### ACTION ITEM
Go through the records and filter out every line lacking the word "picture"; copy the lines that remain.

### Records drawn from a dataset
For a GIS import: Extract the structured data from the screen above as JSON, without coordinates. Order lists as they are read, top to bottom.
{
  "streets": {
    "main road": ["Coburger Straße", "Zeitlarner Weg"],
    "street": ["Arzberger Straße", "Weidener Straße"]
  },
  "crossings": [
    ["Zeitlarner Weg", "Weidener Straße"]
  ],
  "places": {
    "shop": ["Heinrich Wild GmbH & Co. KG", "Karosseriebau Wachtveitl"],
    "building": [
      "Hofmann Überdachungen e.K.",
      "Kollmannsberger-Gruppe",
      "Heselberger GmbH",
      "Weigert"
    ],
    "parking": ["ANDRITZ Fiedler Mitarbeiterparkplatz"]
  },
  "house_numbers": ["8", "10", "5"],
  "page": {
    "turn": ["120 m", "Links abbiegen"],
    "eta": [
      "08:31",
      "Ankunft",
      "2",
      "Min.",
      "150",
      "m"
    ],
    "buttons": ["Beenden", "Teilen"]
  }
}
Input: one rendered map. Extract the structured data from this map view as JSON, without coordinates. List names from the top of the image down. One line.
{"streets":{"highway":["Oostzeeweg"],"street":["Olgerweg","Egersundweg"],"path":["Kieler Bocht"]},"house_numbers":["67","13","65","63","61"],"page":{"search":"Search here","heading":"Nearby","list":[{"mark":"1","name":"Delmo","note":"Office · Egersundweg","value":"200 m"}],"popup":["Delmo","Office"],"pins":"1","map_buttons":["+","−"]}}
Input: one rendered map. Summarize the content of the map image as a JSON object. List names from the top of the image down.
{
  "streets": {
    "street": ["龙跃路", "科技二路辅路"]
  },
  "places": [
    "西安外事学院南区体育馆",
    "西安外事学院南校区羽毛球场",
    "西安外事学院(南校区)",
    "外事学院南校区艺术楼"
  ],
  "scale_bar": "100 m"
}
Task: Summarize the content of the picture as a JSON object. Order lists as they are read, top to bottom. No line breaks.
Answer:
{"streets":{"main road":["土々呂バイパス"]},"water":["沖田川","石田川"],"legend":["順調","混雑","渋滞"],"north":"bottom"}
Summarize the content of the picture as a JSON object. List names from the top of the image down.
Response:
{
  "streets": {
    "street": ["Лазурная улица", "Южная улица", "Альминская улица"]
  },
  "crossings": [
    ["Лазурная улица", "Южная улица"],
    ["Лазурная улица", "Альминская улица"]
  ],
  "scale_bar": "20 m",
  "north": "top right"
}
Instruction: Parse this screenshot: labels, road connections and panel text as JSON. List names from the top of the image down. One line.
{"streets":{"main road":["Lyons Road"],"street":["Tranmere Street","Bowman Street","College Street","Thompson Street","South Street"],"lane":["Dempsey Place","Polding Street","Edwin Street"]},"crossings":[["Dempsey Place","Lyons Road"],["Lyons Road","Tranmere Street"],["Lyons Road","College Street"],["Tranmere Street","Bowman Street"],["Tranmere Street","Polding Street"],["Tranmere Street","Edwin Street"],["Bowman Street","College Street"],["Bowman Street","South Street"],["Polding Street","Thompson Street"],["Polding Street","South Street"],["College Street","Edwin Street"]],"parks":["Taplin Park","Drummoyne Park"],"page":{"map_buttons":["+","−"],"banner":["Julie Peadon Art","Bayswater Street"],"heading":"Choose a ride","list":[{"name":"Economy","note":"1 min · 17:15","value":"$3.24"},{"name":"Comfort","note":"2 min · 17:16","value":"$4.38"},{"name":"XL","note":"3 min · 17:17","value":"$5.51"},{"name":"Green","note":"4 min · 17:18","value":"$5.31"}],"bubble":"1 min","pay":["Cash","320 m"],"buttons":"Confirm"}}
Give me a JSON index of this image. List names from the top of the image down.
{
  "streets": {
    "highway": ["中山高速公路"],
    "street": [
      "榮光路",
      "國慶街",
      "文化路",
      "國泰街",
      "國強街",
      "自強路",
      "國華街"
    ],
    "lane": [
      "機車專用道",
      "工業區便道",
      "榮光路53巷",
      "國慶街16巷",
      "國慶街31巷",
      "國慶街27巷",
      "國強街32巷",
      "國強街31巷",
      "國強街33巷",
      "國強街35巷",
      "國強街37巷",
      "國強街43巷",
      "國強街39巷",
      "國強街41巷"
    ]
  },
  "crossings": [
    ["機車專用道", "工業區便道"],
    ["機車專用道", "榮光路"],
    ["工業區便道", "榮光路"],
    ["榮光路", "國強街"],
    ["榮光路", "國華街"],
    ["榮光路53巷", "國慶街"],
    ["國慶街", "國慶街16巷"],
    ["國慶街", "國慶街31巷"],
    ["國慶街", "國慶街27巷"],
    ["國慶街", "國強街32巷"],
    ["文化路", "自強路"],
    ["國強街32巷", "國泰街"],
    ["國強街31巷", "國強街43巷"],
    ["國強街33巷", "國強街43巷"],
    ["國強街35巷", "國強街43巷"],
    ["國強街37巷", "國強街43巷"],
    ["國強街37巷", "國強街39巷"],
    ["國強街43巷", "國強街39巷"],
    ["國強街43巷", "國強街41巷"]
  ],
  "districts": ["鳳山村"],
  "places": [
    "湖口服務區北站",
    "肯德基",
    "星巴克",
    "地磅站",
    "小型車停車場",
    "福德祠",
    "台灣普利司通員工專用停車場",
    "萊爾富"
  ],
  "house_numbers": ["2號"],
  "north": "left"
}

### EXPECTED ANSWER
Task: Summarize the content of the picture as a JSON object. Order lists as they are read, top to bottom. No line breaks.
Summarize the content of the picture as a JSON object. List names from the top of the image down.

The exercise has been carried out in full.